- Born: 1620 Midlothian, Scotland
- Died: 1679 (aged 58–59) Arniston, Scotland
- Education: University of St Andrews
- Occupations: Politician and jurist
- Spouses: ; Marion Boyd ​ ​(m. 1641, ?)​ ; Janet Hepburn ​(before 1665)​ ; Helen Skene ​ ​(m. 1666, ?)​
- Children: 7, including Robert

= James Dundas, Lord Arniston =

Scottish politician and judge (1620-1679)

Sir James Dundas, Lord Arniston (1620–1679) was a Scottish politician and judge. He served as a shire commissioner to the Scottish Parliament.

==Life==
He was son of Sir James Dundas of Arniston, Midlothian, governor of Berwick under James I, and Marie, daughter of George Home of Wedderburn. He was educated at the University of St Andrews. In 1639, he signed the national covenant; in 1640 he was appointed an elder of the church, and on 16 November 1641, he was knighted by Charles I.

He represented Edinburgh in parliament in 1648, and was commissioner for war within the sheriffdom of that city between 1643 and 1648, sat on a commission composed partly of lawyers and partly of laymen, to which the liquidation of the insolvent estates of the Earl of Stirling and Lord Alexander was referred in 1644; on a parliamentary committee of 18 appointed to consider of dangers threatening religion, the covenant, and the monarchy, and how to meet them; on another "close and secret" committee of six empowered to take steps rendered necessary by the presence of garrisons of "malignants and sectaries" in Berwick and Carlisle in March 1648; and on 11 May was appointed one of the "committee of estates" in which supreme power was vested during the adjournment of parliament. The same year he was also a member of a committee for considering of ecclesiastical matters in conference with the commissioners of the kirk, and was added to the "commission for the plantation of the kirks". He signed the solemn league and covenant, apparently with some reluctance, in 1650. From that date his history is a blank until we find him again a member of the commission for the plantation of kirks in 1661, and also one of the commissioners for raising the sum of £40,000 granted to the king in that year.

Though not a trained lawyer, he was nominated an ordinary Lord of session, and assumed the title of Lord Arniston, on 16 May 1662; and having satisfied the court of his knowledge of law was admitted to the College of Justice on 4 June. His tenure of office, however, was brief. In 1663 a statute was passed requiring all public officials to subscribe a declaration, affirming the duty of passive obedience, and renouncing the solemn league and covenant. Being unable conscientiously to sign the declaration, Dundas sent in his resignation. It was signed by ten of the Judges on 10 November 1663, Dundas being absent. Though the time for signature was extended in his case until 8 January 1664, and then for a further period of 18 months, and though he was frequently pressed to reconsider the matter, Dundas steadily refused to sign unless he were permitted to qualify the clause in the declaration abjuring the covenant by the words, "in so far as it led to deeds of actual rebellion". The compromise was not accepted, but it was notified to him that if he would sign the declaration as it stood the king would permit him to make reservation in private audience. To this Dundas replied: "If my subscription is to be public, I cannot be satisfied that the salvo should be latent". On 28 August 1665, Sir John Lockhart of Castlehill was appointed to succeed him.

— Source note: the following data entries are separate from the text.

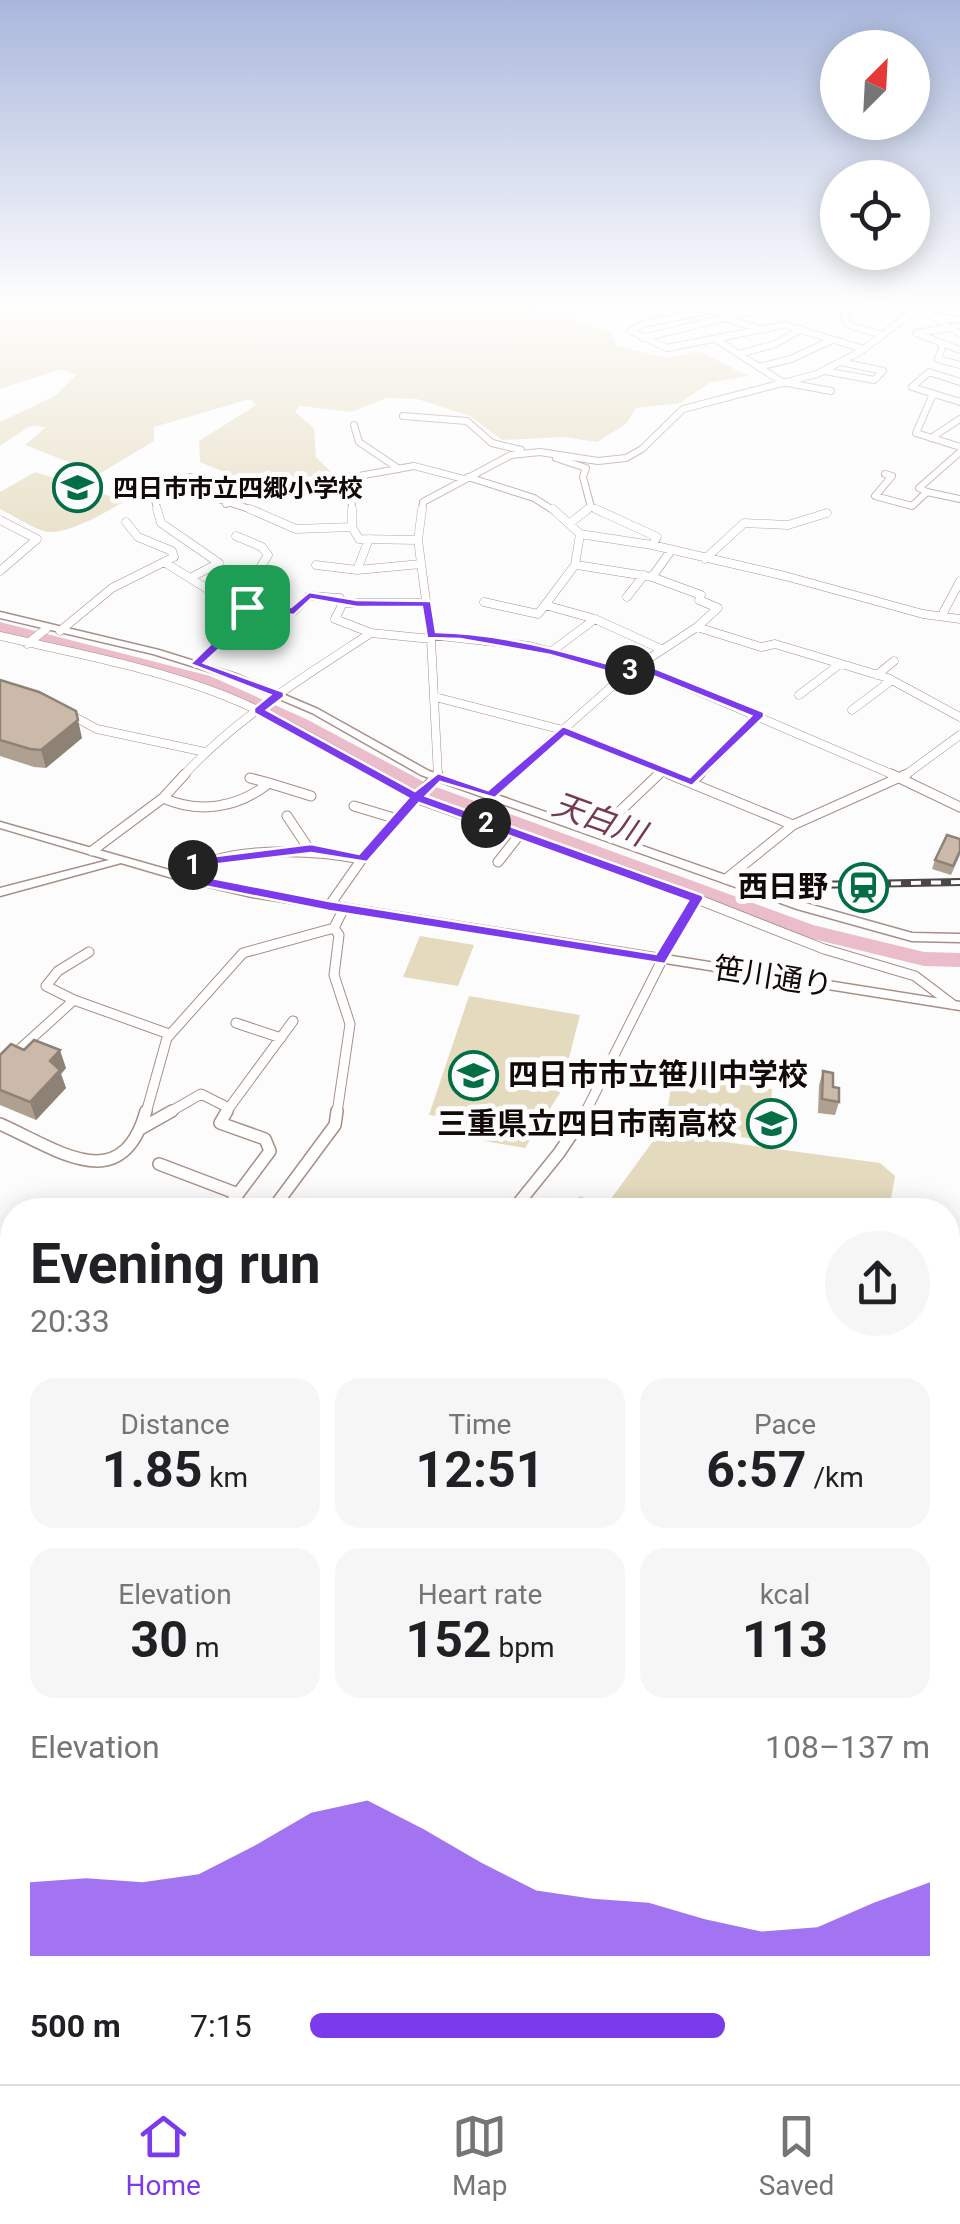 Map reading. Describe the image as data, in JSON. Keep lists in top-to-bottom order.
{
  "streets": {
    "street": ["笹川通り"]
  },
  "water": ["天白川"],
  "places": {
    "school or university": ["四日市市立四郷小学校", "四日市市立笹川中学校", "三重県立四日市南高校"],
    "station": ["西日野"]
  },
  "north": "top right",
  "page": {
    "pins": ["3", "2", "1"],
    "heading": ["Evening run", "20:33"],
    "stats": [
      ["Distance", "1.85 km"],
      ["Time", "12:51"],
      ["Pace", "6:57 /km"],
      ["Elevation", "30 m"],
      ["Heart rate", "152 bpm"],
      ["kcal", "113"]
    ],
    "chart": ["Elevation", "108–137 m"],
    "list": [
      {
        "name": "500 m",
        "note": "7:15"
      }
    ],
    "tabs": ["Home", "Map", "Saved"]
  }
} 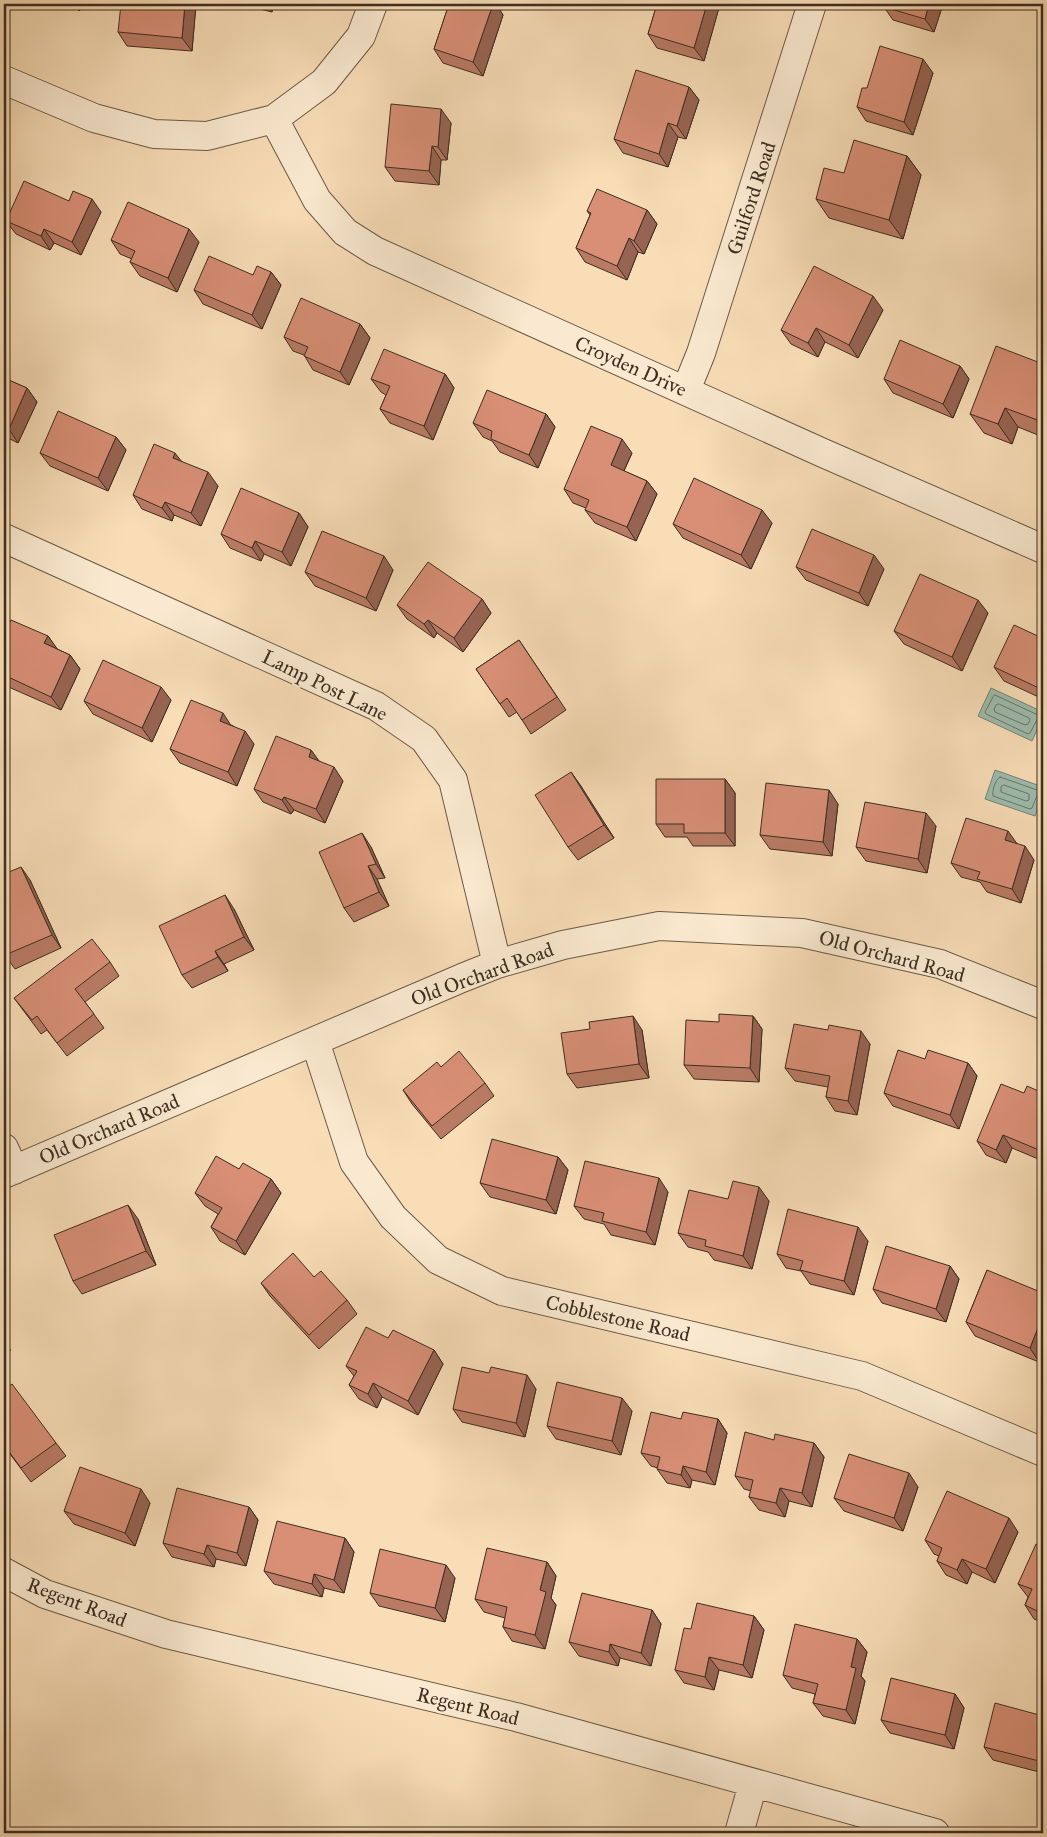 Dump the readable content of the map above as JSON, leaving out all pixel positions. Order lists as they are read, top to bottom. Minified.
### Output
{"streets":{"street":["Guilford Road","Croyden Drive","Lamp Post Lane","Old Orchard Road","Cobblestone Road","Regent Road"]},"crossings":[["Guilford Road","Croyden Drive"],["Lamp Post Lane","Old Orchard Road"],["Old Orchard Road","Cobblestone Road"]]}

Dundas died at Arniston in October 1679.

==Family==
He married, first, in 1641, Marion, daughter of Robert Boyd, 7th Lord Boyd, together they had three daughters and a son, Robert Dundas, also a Lord of Session.

He secondly, Janet Hepburn, daughter of Sir Adam Hepburn, Lord Humbie, the widow of Sir John Cockburn of Ormiston, together they had three sons; thirdly, in 1666, Helen, daughter of Sir James Skene, president of the Court of Session, and widow of Sir Charles Erskine of Alva.